▸ ABOUT THIS EXERCISE: Only the lines with "Gina" in them need to be copied from the listing.
┌─ PROVIDED RECORDS
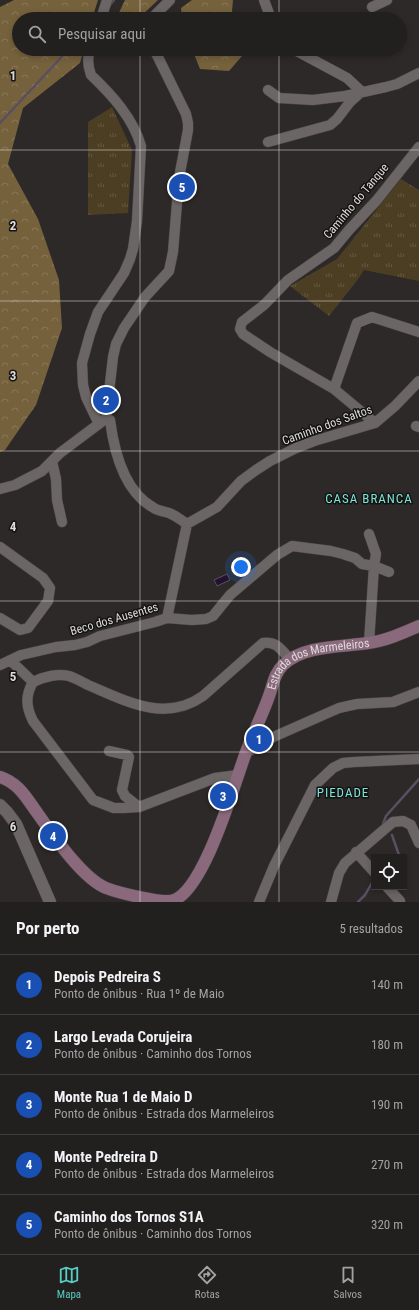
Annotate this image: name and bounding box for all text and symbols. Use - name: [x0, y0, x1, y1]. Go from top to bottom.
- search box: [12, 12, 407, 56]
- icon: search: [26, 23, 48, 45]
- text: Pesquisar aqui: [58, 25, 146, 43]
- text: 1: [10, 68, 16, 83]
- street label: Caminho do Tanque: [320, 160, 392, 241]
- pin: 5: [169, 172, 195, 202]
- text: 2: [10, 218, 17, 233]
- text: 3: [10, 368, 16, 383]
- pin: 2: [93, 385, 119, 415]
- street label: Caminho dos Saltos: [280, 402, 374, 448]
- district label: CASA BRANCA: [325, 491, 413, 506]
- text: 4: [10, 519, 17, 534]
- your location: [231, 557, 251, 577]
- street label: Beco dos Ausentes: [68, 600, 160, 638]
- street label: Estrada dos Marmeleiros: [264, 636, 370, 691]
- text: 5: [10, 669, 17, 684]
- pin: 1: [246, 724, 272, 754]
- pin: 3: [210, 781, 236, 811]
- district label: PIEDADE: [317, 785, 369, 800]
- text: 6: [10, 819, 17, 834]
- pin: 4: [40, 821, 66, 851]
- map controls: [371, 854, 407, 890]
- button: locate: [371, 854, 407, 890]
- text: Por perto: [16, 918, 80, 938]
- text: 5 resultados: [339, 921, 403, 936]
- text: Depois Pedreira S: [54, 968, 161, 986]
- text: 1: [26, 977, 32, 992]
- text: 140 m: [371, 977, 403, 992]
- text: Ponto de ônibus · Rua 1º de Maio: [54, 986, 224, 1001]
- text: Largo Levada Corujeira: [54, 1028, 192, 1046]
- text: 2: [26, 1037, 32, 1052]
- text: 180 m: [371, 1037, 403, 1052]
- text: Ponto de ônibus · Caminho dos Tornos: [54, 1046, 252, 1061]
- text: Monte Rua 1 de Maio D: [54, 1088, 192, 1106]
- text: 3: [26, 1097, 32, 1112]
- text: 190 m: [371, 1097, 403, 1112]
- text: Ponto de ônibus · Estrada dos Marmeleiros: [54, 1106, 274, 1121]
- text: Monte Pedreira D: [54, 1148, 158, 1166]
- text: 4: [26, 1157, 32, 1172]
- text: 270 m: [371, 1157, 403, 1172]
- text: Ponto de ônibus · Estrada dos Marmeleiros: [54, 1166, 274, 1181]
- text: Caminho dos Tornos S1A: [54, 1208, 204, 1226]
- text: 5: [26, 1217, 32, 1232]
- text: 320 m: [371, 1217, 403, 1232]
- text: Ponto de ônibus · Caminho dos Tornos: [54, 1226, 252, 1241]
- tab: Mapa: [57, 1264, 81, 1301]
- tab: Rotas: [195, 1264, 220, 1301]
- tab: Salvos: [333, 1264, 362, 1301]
└─
┌─ PROVIDED RECORDS
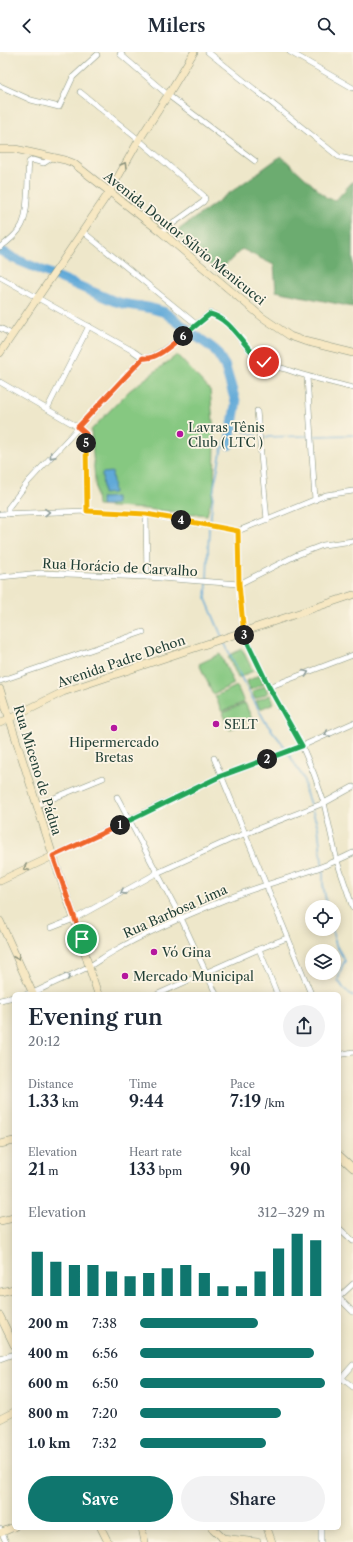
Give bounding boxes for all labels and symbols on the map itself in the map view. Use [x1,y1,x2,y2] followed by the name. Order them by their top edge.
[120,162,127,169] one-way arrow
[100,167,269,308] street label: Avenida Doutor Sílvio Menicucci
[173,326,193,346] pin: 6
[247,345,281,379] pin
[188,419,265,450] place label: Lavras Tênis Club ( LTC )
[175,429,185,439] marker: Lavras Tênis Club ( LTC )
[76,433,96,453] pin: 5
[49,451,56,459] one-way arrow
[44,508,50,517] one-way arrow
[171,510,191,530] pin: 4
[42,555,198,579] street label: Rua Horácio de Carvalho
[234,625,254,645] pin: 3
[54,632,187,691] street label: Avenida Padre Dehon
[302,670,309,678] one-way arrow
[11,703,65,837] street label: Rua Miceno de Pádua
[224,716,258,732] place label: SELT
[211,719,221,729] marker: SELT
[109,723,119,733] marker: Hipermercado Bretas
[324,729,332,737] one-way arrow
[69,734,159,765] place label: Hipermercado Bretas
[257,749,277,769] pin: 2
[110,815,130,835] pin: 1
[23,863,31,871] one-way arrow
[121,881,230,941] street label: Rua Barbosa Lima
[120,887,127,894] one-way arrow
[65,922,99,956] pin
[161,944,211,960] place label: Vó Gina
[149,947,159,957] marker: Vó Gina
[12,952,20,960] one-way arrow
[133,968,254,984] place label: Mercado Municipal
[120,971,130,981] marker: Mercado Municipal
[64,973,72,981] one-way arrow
└─
▸ SOLUTION TO THE PROBLEM:
[161,944,211,960] place label: Vó Gina
[149,947,159,957] marker: Vó Gina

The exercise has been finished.